Is there any significance to this "doubly stochastic matrix" with both a discrete and continuous index?

Question

This is just idle curiosity. Consider the function $(\lambda, n) \mapsto e^{-\lambda} \frac{\lambda^n}{n!}$, where $\lambda \in \mathbb{R}_{\ge 0}$ is a nonnegative real parameter and $n \in \mathbb{Z}_{\ge 0}$ is a nonnegative integer parameter. This function has the very funny property of being a "doubly stochastic matrix" in the following sense: we have both

$$\int_0^{\infty} e^{-\lambda} \frac{\lambda^n}{n!} \, d \lambda = 1$$

(the integrand being, for fixed $n$, the probability density function of a sum of $n + 1$ exponential random variables $\text{Exp}(1)$, or an Erlang random variable $\text{Erlang}(n+1, 1)$) and

$$\sum_{n \ge 0} e^{-\lambda} \frac{\lambda^n}{n!} = 1$$

(the summand being, for fixed $\lambda$, the probability density function of a Poisson random variable $\text{Pois}(\lambda)$).

Question: What significance, if any, does this observation have?

What this means concretely is that $e^{-\lambda} \frac{\lambda^n}{n!}$ can be used as a "kernel" that converts between probability distributions on $\mathbb{Z}_{\ge 0}$ and probability distributions on $\mathbb{R}_{\ge 0}$, in either direction.

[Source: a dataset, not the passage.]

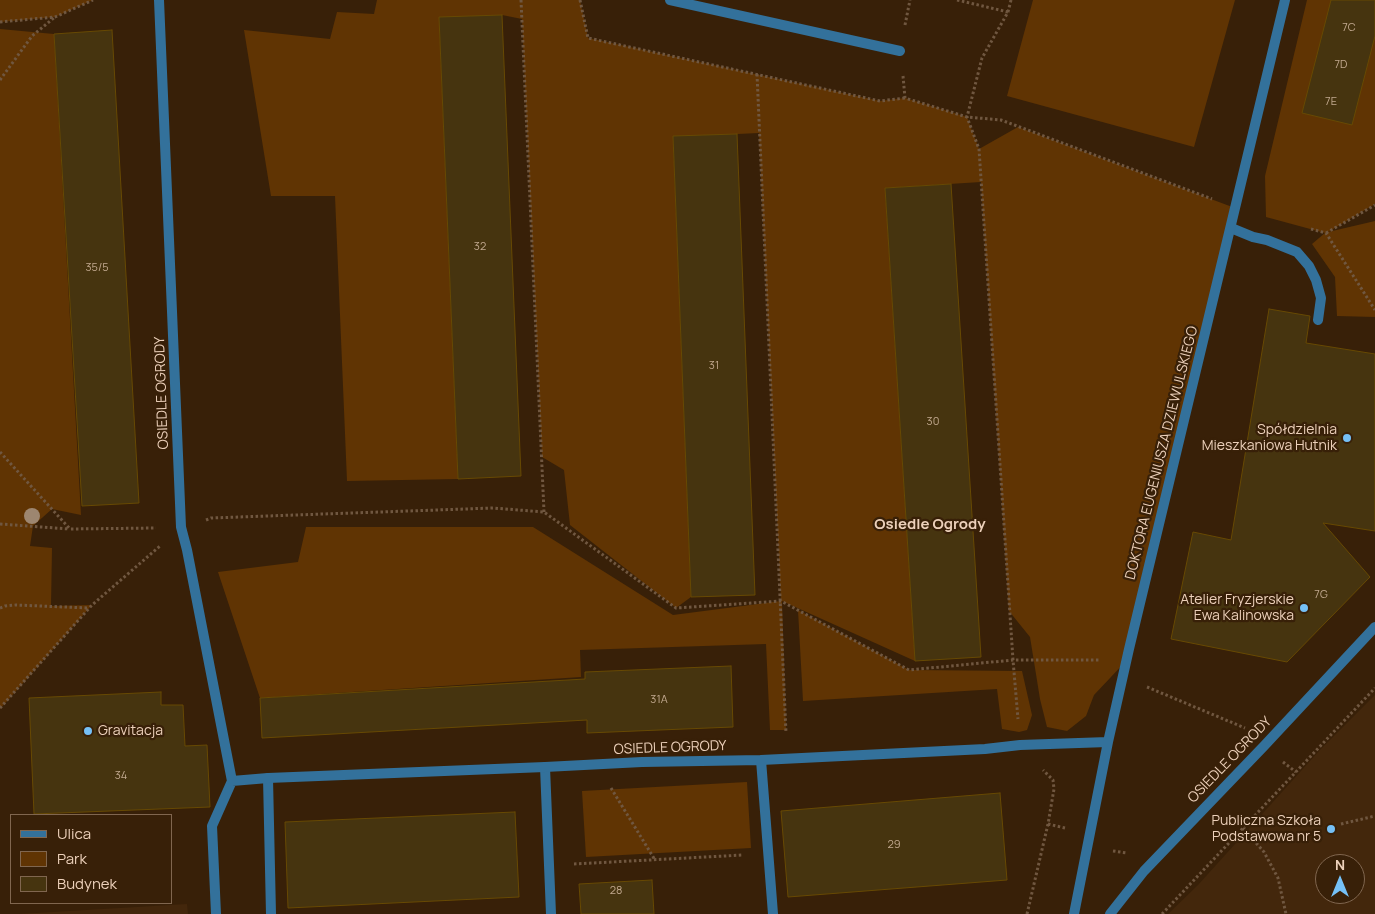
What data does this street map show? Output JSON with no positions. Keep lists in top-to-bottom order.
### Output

The two descriptions of this function above also have the funny implication that for large $n$ as a function of $\lambda$ we have a Gaussian approximation, and the same for large $\lambda$ as a function of $n$, as a result of applying the central limit theorem first to a sum of exponential random variables and then to a sum of Poisson random variables.

Answer 1

I'm not certain whether this is the kind of answer you're looking for, but here are two ways to see this:

Consider a point process on the positive real line. Define the "matrix" $$A_{t, n} = \mathbb{P}(n\text{ points in }[0, t])$$ where $t \in \mathbb{R}_{\geq 0}$ and $n \in \mathbb{Z}_{\geq 0}$.

Trivially, we have $$ \sum_{n = 0}^{\infty} A_{t, n} = 1$$ We also have: $$ \int_0^{\infty} A_{t, n} dt = \int_0^{\infty} \mathbb{E} [[n\text{ points in }[0, t] ]] dt = \mathbb{E} \int_0^{\infty} [[n\text{ points in }[0, t] ]] dt = \mathbb{E}[\text{length of interval between point }n\text{ and point }n+1] $$

Thus, if we take a point process with all interarrival times having mean $1$, $A_{t, n}$ will be doubly stochastic. Specializing to the Poisson point process with rate $1$ gives the desired example.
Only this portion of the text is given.